Spain's annual inflation rate eased for the second consecutive month to 2.2% in April 2025, marking the softest reading in six months and aligning with the preliminary estimate, according to data from the National Statistics Institute.
Spain inflation rate confirmed at six-month low
The moderation in headline inflation was primarily attributed to a significant slowdown in price increases for housing and utilities, which decelerated to 4.2% from 5.7% in March. This reflected easing pressures in key components such as electricity, where inflation slowed to 10.6% from 12.8%, and gas prices, which reversed sharply into negative territory at -3.2% from an 8.4% increase the month prior.
Additionally, transportation prices continued to weigh on overall inflation, declining by 1.6% year-on-year compared to a 0.9% fall in March, largely due to lower fuel costs for personal vehicles amid subdued global oil prices and lingering weakness in demand. Meanwhile, price pressures also eased across several other categories, including alcoholic beverages and tobacco (2.6% vs 3.1%) and food and non-alcoholic beverages (2% vs 2.4%), with the latter partly driven by a more pronounced drop in oils and fats, where prices plunged by 34.1% following a 30.3% decline in March. The ongoing correction in this segment reflects both favorable base effects and improved global supply conditions.
Core inflation figures
However, stripping out volatile components such as energy and unprocessed food, the core inflation rate was confirmed at 2.4% in April, up from 2% in the previous month. The firming in core inflation suggests that underlying price pressures in services and other non-energy goods remain relatively sticky, keeping the European Central Bank's policymakers cautious in their forward guidance despite the recent moderation in headline inflation.

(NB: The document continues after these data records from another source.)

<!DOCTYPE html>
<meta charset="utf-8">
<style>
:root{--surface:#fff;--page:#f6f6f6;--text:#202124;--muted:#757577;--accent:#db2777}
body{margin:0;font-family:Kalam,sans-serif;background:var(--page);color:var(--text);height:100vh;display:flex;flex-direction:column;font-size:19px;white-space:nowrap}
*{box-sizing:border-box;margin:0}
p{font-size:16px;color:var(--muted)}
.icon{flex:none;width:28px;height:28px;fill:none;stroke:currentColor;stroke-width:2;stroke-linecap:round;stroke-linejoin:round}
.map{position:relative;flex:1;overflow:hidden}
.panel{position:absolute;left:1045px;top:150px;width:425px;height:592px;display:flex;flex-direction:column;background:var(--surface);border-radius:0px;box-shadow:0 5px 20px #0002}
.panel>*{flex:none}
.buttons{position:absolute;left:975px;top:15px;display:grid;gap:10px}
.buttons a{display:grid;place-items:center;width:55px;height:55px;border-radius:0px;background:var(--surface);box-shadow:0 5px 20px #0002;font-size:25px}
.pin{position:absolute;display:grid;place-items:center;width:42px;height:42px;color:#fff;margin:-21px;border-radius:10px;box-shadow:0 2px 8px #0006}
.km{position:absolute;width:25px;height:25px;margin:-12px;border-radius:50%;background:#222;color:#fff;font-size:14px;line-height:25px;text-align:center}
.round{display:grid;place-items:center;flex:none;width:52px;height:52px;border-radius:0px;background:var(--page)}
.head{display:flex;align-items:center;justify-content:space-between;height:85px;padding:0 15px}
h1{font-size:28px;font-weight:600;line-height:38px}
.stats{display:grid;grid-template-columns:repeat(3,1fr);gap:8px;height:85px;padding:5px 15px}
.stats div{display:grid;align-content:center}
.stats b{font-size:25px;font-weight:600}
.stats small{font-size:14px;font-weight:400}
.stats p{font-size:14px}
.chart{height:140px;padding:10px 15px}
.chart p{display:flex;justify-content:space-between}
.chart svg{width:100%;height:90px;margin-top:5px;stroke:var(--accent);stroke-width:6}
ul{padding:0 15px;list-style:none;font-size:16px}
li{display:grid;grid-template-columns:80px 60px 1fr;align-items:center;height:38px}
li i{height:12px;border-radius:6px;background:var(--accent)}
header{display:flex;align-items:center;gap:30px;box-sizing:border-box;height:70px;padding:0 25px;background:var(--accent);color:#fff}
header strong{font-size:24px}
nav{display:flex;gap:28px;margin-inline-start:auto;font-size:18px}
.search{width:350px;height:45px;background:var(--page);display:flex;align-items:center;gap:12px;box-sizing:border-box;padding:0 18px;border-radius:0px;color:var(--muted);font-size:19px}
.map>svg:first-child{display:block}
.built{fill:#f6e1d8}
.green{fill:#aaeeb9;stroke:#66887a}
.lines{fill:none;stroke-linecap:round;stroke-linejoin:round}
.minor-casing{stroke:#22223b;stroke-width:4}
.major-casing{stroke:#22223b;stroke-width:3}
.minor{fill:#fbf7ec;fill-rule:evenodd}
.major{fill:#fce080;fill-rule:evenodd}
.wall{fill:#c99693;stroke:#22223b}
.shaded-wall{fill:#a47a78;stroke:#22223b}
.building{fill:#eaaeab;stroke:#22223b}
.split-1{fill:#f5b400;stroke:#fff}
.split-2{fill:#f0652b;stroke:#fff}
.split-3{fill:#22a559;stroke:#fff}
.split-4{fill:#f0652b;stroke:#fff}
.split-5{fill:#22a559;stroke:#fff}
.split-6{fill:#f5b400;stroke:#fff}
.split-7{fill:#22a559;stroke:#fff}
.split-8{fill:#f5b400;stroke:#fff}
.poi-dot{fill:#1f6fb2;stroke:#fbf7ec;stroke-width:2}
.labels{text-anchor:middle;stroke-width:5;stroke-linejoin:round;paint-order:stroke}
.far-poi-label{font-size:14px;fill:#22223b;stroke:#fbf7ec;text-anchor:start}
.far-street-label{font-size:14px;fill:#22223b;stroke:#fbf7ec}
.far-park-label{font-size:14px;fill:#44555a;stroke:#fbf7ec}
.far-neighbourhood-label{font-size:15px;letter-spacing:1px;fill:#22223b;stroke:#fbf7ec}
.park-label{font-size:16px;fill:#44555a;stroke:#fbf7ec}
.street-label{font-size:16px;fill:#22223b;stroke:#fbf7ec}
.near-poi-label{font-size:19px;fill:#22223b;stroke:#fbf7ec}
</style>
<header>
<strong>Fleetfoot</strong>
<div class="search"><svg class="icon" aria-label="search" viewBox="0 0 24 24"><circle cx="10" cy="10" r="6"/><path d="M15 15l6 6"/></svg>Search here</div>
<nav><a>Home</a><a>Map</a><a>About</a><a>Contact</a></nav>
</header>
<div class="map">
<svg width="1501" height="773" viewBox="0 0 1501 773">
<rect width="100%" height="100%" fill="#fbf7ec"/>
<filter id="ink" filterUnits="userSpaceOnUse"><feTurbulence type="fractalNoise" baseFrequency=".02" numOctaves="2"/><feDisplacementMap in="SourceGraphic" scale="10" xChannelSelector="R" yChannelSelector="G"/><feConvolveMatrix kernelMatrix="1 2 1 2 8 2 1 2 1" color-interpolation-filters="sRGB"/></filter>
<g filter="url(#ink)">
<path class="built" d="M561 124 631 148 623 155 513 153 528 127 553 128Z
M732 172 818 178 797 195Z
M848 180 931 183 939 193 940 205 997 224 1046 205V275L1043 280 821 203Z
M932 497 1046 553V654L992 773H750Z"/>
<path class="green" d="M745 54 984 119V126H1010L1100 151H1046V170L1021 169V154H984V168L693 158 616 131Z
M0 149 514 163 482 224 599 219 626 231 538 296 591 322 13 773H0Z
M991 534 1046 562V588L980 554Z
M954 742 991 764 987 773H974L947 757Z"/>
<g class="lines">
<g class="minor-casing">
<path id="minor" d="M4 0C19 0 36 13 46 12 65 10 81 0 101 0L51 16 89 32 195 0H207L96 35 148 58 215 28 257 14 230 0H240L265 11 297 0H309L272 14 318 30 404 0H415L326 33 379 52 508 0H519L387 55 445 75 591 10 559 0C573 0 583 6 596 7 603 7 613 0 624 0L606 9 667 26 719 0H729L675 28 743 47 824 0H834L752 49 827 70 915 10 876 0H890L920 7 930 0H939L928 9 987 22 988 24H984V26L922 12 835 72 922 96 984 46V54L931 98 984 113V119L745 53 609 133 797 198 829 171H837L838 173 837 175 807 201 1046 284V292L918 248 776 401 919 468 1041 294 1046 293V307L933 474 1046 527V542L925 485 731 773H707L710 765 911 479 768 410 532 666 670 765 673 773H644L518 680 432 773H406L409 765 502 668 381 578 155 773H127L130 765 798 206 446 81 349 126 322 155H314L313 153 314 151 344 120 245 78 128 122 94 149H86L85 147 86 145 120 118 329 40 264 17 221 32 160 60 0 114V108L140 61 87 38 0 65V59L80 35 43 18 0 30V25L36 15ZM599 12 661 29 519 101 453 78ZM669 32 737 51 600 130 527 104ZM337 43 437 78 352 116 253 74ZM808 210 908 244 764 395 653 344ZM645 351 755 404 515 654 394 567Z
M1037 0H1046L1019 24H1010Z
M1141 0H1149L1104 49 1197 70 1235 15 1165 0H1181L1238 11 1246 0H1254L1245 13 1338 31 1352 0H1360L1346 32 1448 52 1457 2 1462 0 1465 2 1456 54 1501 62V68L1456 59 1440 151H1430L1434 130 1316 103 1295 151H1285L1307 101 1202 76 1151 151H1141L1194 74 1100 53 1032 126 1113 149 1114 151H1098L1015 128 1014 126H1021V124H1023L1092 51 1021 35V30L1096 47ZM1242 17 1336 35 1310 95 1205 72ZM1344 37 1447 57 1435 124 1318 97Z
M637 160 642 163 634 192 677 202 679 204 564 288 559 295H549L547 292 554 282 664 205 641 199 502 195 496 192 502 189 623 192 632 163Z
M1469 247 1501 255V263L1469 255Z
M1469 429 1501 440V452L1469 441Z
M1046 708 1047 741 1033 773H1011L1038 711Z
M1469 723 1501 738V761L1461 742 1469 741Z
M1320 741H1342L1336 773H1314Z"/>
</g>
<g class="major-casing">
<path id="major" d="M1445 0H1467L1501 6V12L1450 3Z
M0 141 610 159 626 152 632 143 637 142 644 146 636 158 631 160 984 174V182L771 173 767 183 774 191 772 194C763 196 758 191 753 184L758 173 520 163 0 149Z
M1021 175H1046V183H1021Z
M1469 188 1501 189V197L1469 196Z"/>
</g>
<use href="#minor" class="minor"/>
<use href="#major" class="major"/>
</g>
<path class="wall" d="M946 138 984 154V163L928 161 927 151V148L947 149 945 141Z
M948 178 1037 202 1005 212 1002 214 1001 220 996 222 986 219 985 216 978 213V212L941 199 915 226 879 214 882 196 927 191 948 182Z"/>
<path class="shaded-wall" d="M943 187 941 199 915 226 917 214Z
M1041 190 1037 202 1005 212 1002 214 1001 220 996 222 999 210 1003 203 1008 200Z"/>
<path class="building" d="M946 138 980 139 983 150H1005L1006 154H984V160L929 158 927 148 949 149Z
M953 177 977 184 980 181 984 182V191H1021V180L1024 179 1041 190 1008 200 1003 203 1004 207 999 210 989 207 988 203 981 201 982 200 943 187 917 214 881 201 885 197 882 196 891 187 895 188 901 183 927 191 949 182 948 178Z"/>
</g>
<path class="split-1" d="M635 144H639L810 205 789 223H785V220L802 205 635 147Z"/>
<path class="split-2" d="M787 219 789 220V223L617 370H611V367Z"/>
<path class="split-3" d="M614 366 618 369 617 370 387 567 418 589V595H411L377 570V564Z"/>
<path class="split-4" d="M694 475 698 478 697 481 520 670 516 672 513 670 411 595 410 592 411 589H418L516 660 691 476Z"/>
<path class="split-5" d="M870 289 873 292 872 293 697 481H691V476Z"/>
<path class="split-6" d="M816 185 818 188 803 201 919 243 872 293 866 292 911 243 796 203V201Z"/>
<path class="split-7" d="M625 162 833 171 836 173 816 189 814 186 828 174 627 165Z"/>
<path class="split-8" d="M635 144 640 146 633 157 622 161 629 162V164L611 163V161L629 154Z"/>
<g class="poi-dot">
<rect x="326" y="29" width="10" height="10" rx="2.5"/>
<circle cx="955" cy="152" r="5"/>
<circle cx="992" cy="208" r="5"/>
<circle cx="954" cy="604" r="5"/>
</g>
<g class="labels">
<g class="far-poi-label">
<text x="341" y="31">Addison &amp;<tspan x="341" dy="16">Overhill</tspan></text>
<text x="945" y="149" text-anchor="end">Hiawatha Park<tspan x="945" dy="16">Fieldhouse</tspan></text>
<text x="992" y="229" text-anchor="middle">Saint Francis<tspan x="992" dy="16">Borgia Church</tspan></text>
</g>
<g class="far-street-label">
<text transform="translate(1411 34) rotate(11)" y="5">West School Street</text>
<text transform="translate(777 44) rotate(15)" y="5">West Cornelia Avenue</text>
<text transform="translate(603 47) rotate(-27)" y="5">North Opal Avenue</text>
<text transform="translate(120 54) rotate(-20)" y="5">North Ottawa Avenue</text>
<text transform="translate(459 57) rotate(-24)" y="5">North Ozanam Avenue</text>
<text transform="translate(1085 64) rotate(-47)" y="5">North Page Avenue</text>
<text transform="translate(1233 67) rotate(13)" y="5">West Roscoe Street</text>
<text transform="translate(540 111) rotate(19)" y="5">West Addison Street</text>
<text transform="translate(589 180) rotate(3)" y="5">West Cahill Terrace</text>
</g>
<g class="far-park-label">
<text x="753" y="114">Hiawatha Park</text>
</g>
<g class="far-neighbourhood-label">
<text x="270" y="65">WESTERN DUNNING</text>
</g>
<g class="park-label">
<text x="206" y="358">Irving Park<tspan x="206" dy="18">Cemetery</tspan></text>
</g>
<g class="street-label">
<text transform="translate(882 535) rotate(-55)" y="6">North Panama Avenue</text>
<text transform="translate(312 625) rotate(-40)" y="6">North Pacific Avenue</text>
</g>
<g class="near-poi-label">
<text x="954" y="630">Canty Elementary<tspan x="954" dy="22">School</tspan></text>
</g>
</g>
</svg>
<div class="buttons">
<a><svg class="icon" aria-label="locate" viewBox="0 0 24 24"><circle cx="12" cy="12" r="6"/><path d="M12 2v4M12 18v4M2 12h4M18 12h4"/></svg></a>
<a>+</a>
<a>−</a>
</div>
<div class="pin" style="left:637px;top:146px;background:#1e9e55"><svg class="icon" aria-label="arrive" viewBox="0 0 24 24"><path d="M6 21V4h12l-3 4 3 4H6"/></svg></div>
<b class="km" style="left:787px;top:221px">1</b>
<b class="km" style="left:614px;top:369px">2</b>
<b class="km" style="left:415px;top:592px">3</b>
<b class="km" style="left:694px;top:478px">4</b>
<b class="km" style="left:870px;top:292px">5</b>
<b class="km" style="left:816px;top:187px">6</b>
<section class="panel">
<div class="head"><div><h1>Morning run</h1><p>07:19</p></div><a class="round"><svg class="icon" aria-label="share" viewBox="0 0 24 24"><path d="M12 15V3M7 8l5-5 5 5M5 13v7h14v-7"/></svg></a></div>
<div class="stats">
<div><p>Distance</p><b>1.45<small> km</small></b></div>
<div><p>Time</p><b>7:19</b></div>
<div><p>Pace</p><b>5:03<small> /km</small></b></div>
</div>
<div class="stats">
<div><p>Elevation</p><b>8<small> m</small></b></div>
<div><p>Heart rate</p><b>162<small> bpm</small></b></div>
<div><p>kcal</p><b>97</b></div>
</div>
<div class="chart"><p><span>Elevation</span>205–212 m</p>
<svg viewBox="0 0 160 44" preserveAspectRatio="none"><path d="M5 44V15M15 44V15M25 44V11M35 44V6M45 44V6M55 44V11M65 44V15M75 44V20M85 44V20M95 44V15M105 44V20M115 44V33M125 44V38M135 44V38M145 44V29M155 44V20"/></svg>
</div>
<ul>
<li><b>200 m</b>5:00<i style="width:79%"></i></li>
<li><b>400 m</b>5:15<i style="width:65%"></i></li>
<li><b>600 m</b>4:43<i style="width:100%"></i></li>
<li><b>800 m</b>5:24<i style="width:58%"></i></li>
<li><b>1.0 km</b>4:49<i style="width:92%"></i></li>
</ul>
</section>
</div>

On a monthly basis, consumer prices rose by 0.6% in April, accelerating from a 0.1% gain in March, reflecting seasonal factors such as increased travel and leisure activity during the Easter holidays, alongside pass-through effects from still-elevated input costs in certain sectors. In harmonised terms, using the EU’s methodology, Spain’s CPI also rose by 2.2% year-on-year and 0.6% month-on-month, both in line with earlier estimates and consistent with the broader eurozone inflation trajectory.
Potential outlook
Looking ahead, analysts expect Spain’s inflation to hover around current levels in the near term, as easing energy prices and improved food supply chains continue to offset persistent service-sector inflation and labor cost pressures. Nonetheless, the strengthening of core inflation warrants attention, particularly as wage negotiations and service price adjustments in the tourism-heavy summer season could keep the core rate elevated, complicating the policy outlook for both the Bank of Spain and the ECB.